By removing meaning from nature, and relying only on objective scientific observation for the acquisition of knowledge we have created a situation where something can only be considered real knowledge if it can be seen by everyone; it is agreed upon by social consensus as true or real.
…[T]he consequence of this is a deliberate impoverishment of individual perception, because in order to maintain the social consensus, any deviant perception must be marginalized or eliminated. (p. 86)

“The Erosion of Dualism”
Dualism [Nature vs. Human] protected us from the realization of “materialistic monism,” the nihilistic of understanding the lifelessness of nature. We could, in time, come to regard other organic beings as “behaving matter,” for we ourselves seemed protected from such reduction through the great wall of dualism. (p.90)

However, we have now started to absorb humans into the category of nature again, through the very scientific study that began the reliance on this artificial dualism. That we can now study human behaviour, human anatomy etc. scientifically, and that science has shown humans to have evolved from nature situates human at least partially in the realm of material objects – or Nature.
That which is not clearly material, objective in the modern sense, must be an artifact of some sort, an “epiphenomenon.” But when that epiphenomenon is consciousness, over very means of access to the “real” world, the consequences of this assumption are troubling to say the least. (p.91)

…we have rigorously defended a dualism that permits us to think of ourselves as fundamentally unlike anything else on the planet, if not the universe, and to establish a concept of Nature through which to characterize all else. Yet we have also used that concept as the virtual definition of that which is knowable, and we have had no reason to shun it in the examination of ourselves. When we find ourselves about to be subsumed in our own concept, our own real of the “not us,” we have little ground for rejecting the results.

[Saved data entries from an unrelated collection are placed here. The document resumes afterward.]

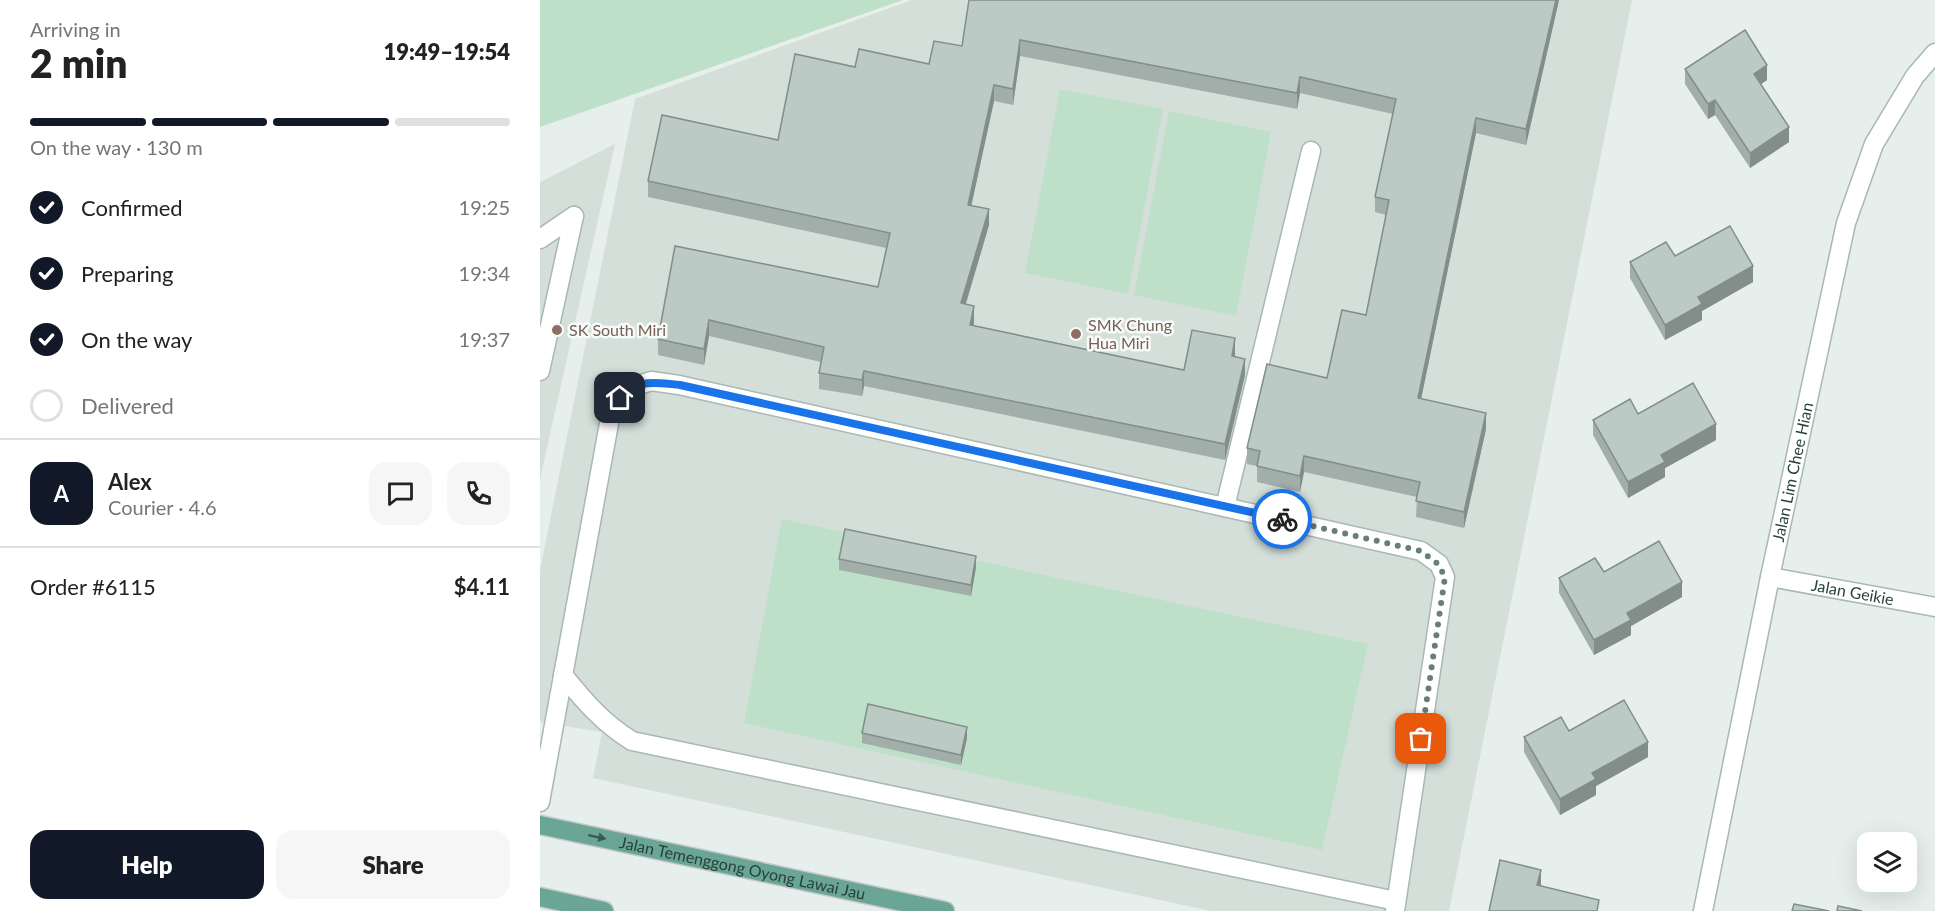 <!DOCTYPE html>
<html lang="en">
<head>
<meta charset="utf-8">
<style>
  :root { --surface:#fff; --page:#f6f6f6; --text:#222; --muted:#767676; --line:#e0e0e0; --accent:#111827 }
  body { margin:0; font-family:Lato,sans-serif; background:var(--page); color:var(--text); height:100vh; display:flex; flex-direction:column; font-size:22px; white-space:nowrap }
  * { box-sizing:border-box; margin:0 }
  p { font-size:20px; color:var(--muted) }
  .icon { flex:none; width:33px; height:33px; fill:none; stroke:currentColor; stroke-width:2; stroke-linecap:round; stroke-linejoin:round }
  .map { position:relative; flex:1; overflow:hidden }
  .side { display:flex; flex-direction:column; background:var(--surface); width:540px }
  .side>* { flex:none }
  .buttons { position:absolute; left:1317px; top:832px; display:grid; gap:12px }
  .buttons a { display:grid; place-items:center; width:60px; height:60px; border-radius:12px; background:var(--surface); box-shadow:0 6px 24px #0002; font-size:30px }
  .pin { position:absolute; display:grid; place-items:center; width:51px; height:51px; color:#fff; margin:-26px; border-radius:12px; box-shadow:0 3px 9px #0006 }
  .courier { position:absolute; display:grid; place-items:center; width:60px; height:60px; margin:-30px; border:4px solid #1a73e8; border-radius:50%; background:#fff; color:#222; box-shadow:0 2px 8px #0007 }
  .overview em { font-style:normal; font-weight:800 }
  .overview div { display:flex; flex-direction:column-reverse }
  .overview { display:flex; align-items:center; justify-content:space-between; height:102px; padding:0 30px }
  h1 { font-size:39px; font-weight:800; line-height:45px }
  .bar { display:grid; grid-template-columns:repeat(4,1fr); gap:9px 6px; align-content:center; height:72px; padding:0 30px }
  .bar i { height:8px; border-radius:4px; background:var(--line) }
  .bar .current { background:var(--accent) }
  .bar p { grid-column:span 4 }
  .line { display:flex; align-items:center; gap:15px; padding:0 30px; border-top:2px solid var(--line) }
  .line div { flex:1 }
  .round { display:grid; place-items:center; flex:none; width:63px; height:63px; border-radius:18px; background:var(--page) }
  ol { padding:0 30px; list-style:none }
  li { display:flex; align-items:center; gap:18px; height:66px }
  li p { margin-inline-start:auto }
  li .icon { padding:6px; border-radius:50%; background:var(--accent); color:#fff; stroke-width:4 }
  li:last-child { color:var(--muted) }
  li i { width:33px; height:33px; border:3px solid var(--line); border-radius:50% }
  .primary-button { display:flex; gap:12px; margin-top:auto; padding:12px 30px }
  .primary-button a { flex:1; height:69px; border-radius:18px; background:var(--accent); color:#fff; font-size:24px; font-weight:800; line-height:69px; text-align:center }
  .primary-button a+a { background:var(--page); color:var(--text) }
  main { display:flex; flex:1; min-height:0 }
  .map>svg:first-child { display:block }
  .built { fill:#d4dfda }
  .green { fill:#bfe0c8 }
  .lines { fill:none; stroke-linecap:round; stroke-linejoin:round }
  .lane-casing { stroke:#a8b8b2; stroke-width:21 }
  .street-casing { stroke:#a8b8b2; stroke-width:21 }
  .primary-casing { stroke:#c2cac8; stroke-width:21 }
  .lane { stroke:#fff; stroke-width:18 }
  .street { stroke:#fff; stroke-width:18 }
  .primary { stroke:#6aa596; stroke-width:18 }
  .wall { fill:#a1aea9 }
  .shaded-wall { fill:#838d89 }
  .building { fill:#bbcac4; stroke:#838d89; stroke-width:1.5 }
  .oneway { fill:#365b51 }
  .done { stroke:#687f78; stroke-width:6; stroke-dasharray:0 10.8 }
  .route { stroke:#1a73e8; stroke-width:8 }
  .education-dot { fill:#8d6e63; stroke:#f7fbf9; stroke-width:2 }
  .labels { text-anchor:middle; stroke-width:5; stroke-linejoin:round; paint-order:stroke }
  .education-label { font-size:16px; fill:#785e54; stroke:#f7fbf9; text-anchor:start }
  .street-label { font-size:16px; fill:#24423a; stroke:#f7fbf9 }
</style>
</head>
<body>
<main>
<section class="side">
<div class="overview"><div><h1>2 min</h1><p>Arriving in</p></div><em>19:49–19:54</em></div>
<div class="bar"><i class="current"></i><i class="current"></i><i class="current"></i><i></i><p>On the way · 130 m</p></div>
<ol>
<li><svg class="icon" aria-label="check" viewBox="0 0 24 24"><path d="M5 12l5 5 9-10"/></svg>Confirmed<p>19:25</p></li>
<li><svg class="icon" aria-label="check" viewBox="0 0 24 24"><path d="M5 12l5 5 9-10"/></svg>Preparing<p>19:34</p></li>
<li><svg class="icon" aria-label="check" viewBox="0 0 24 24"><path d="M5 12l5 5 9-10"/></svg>On the way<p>19:37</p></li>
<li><i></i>Delivered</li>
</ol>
<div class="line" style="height:108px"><b class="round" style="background:var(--accent);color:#fff">A</b><div><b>Alex</b><p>Courier · 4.6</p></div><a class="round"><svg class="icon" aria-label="chat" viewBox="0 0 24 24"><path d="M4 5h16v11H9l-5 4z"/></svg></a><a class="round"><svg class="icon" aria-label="phone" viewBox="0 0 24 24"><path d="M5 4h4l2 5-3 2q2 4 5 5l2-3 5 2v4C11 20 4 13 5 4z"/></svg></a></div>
<div class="line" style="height:78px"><div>Order #6115</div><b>$4.11</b></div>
<div class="primary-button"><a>Help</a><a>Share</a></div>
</section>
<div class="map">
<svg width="1395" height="911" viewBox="0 0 1395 911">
  <rect width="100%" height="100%" fill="#e6efeb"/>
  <!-- built -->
  <g class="built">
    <polygon points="372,0 1092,0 909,911 671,911 53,778 62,732 0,722 0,570 95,99"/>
    <polygon points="75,144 0,479 0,182"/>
  </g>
  <!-- green -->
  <g class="green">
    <polygon points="0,0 363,0 0,127"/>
    <polygon points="520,89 623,109 588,294 485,273"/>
    <polygon points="629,111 731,132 696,316 594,295"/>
    <polygon points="242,519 828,644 782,850 204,723"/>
  </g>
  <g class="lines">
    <defs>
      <g id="lane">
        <polyline points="0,239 34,216"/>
        <polyline points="0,371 34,216"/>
        <polyline points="685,507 771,151"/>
        <path d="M23 675C45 702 63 723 92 741L856 901"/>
        <polyline points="0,802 72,407 88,389 111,381 139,385 881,551 899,564 905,577 855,911"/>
      </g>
      <g id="street">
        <path id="s1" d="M1230 577 1395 607"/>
        <path id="s2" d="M1163 911 1230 577 1306 223 1334 144 1375 76 1395 53"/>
      </g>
      <g id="primary">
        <path id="s3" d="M0 825 405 911"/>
        <polyline points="0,897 64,911"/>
      </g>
    </defs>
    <!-- lane casing -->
    <use href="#lane" class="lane-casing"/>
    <!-- street casing -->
    <use href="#street" class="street-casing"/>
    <!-- primary casing -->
    <use href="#primary" class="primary-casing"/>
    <!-- lane -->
    <use href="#lane" class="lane"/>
    <!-- street -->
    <use href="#street" class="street"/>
    <!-- primary -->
    <use href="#primary" class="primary"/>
  </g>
  <!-- wall -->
  <g class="wall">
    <polygon points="429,0 1019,0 986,145 936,133 881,399 946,429 924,528 876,517 877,497 764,472 760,492 717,482 717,466 707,464 707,448 787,378 826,315 846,215 835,212 835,197 853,114 760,93 757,109 480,56 473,105 454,101 431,206 449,225 426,304 434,322 434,325 644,370 695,354 695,357 705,375 685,460 324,386 322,396 279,389 279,373 281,362 169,336 164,365 118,355 118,339 135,246 338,287 346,248 108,197 108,181 238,140 315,67 389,64 422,46"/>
    <polygon points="1145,69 1227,80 1221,84 1249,142 1210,168 1175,115 1168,119 1145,84"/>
    <polygon points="1135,256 1213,282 1162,311 1162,320 1125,340 1090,278 1090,262"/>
    <polygon points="1098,414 1176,440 1125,468 1125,477 1088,498 1053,435 1053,420"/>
    <polygon points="299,559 436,567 431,596 299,570"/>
    <polygon points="1064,572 1142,597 1091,626 1091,635 1054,655 1019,593 1019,578"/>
    <polygon points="1029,731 1108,757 1056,786 1056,795 1020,815 984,752 984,737"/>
    <polygon points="322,733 427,738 421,765 322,743"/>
  </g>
  <!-- shaded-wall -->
  <g class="shaded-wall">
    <polygon points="1016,0 1019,0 986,145 986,129"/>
    <polygon points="480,40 480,56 473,105 473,89"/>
    <polygon points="1227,65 1227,80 1214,89 1214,74"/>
    <polygon points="760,77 760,93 757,109 757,93"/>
    <polygon points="454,85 454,101 428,221 428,205"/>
    <polygon points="1175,100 1175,115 1168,119 1168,104"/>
    <polygon points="936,118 936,133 878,414 878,398"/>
    <polygon points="1249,127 1249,142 1210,168 1210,153"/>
    <polygon points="449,209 449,225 421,319 421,303"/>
    <polygon points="1213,266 1213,282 1162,311 1162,320 1125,340 1125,325 1158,297"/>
    <polygon points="434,306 434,322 430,341 430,325"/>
    <polygon points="169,320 169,336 164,365 164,349"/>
    <polygon points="695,338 695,354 692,372 692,356"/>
    <polygon points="705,359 705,375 685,460 685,444"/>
    <polygon points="324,371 324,386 322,396 322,380"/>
    <polygon points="946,413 946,429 924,528 924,512"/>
    <polygon points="1176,424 1176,440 1125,468 1125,477 1088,498 1088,482 1121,455"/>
    <polygon points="764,456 764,472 760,492 760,476"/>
    <polygon points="436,556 436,567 431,596 431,585"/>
    <polygon points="1142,582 1142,597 1091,626 1091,635 1054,655 1054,640 1087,613"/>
    <polygon points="427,727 427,738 421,765 421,755"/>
    <polygon points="1108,742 1108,757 1056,786 1056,795 1020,815 1020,799 1052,773"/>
    <polygon points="1001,870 1001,885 997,901 997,885"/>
  </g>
  <!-- building -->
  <g class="building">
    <polygon points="429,0 1016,0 986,129 936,118 878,398 946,413 924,512 876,501 880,482 764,456 760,476 717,466 720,451 707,448 727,364 787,378 802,310 826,315 849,200 835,197 856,99 760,77 757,93 480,40 473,89 454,85 428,205 449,209 421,303 434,306 430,325 644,370 652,330 695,338 692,356 705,359 685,444 324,371 322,380 279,373 284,347 169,320 164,349 118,339 135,246 338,287 350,233 108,181 122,115 238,140 255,54 315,67 319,49 389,64 394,41 422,46"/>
    <polygon points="1205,30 1227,65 1214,74 1249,127 1210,153 1175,100 1168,104 1145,69"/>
    <polygon points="1190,226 1213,266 1158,297 1162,304 1125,325 1090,262 1126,242 1135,256"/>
    <polygon points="1153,383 1176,424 1121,455 1125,462 1088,482 1053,420 1090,399 1098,414"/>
    <polygon points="305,529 436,556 431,585 299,559"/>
    <polygon points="1119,541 1142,582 1087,613 1091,620 1054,640 1019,578 1055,558 1064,572"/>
    <polygon points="1084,700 1108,742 1052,773 1056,779 1020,799 984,737 1021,717 1029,731"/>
    <polygon points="328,704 427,727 421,755 322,733"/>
    <polygon points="960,860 1001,870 997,885 1059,900 1057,911 949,911"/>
    <polygon points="1254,904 1289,911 1252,911"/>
    <polygon points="1298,906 1322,911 1297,911"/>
  </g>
  <!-- one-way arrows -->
  <defs><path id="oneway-solid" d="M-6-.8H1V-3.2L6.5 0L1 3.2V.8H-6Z" transform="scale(1.5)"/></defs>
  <use class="oneway" href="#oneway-solid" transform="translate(57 837) rotate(12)"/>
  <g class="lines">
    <!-- done -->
    <polyline class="done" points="742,519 881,551 898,564 905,577 881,739"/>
    <!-- route -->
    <path class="route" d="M80 398C96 379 117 382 140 385L742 519"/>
  </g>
  <!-- markers -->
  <g class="education-dot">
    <circle cx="17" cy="330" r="6"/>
    <circle cx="536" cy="334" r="6"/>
  </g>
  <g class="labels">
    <!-- education labels -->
    <g class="education-label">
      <text x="548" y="331">SMK Chung<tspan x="548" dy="18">Hua Miri</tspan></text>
      <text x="29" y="336">SK South Miri</text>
    </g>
    <!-- street labels -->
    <g class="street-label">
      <text dy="6" stroke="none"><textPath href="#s2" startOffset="448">Jalan Lim Chee Hian</textPath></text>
      <text dy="6" stroke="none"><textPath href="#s1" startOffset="84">Jalan Geikie</textPath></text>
      <text dy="6" stroke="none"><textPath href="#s3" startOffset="207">Jalan Temenggong Oyong Lawai Jau</textPath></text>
    </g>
  </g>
</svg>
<div class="buttons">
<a><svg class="icon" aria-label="layers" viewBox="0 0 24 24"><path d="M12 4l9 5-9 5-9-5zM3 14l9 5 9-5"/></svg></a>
</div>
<div class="pin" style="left:881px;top:739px;background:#ea580c"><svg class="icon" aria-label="bag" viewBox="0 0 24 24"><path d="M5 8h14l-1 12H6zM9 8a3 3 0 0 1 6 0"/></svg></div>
<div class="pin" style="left:80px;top:398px;background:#1f2937"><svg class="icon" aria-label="home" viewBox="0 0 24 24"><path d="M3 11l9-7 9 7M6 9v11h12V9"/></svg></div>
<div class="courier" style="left:742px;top:519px"><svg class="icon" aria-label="bike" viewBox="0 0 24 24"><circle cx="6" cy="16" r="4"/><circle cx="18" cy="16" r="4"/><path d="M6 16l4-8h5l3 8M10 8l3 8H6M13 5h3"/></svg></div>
</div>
</main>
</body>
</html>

The only way to get off our own dissecting table is to admit the fiction. That is, if we want to prevent the realm of humanity or history becoming a subcategory of Nature, we are going to have to admit to ourselves that Nature is in fact a subcategory of Humanity or history – that we are after all the authors of the system we call Nature. And moreover, that we are the authors of the dualism that facilitates the existence of humans and nature as qualitatively distinct entities. (pp. 93-94)


“The liberation of Nature”
In our everyday assumptions, nature is regarded either as the embodiment of natural laws or as “self” – but either way, it is ours. It cannot be encountered as other, because in a sense, it cannot be encountered at all: it is posited as something beyond the human world. The famous dualism conceals the fact that whether we opt for one “side” or the other, we still find ourselves and little more. The other, the genuinely ultrahuman being of nature, has become invisible, it has no place. (p. 121)
He suggests that occasionally people can encounter the truly ultrahuman, as a child or that “…occasionally an exceptional adult can still encounter an animal in all its ultrahumanity.” (p.121)

It is no accident that we find ourselves, in the end, considering the words of creators such as [Annie] Dillard who posses the means of evoking sustained images of otherness – and who are uniquely permitted by society to use the essential, metaphoric language. If, as I have suggested, it required the inspired vision of artists of the past to constitute the “things” which occupy the ordered domain of Nature, it will surely require a similar level of inspiration to reconstitute them. The so-called environmental crisis demands not the inventing of solutions, but the re-creation of the things themselves. (p. 123)

Evernden is unsure whether this re-creation is possible through all the social and cultural constructions we have created to maintain the dualism of humanity and nature. However, if it is possible it is through the work of creative artists who can change the way we see and think about the world around us.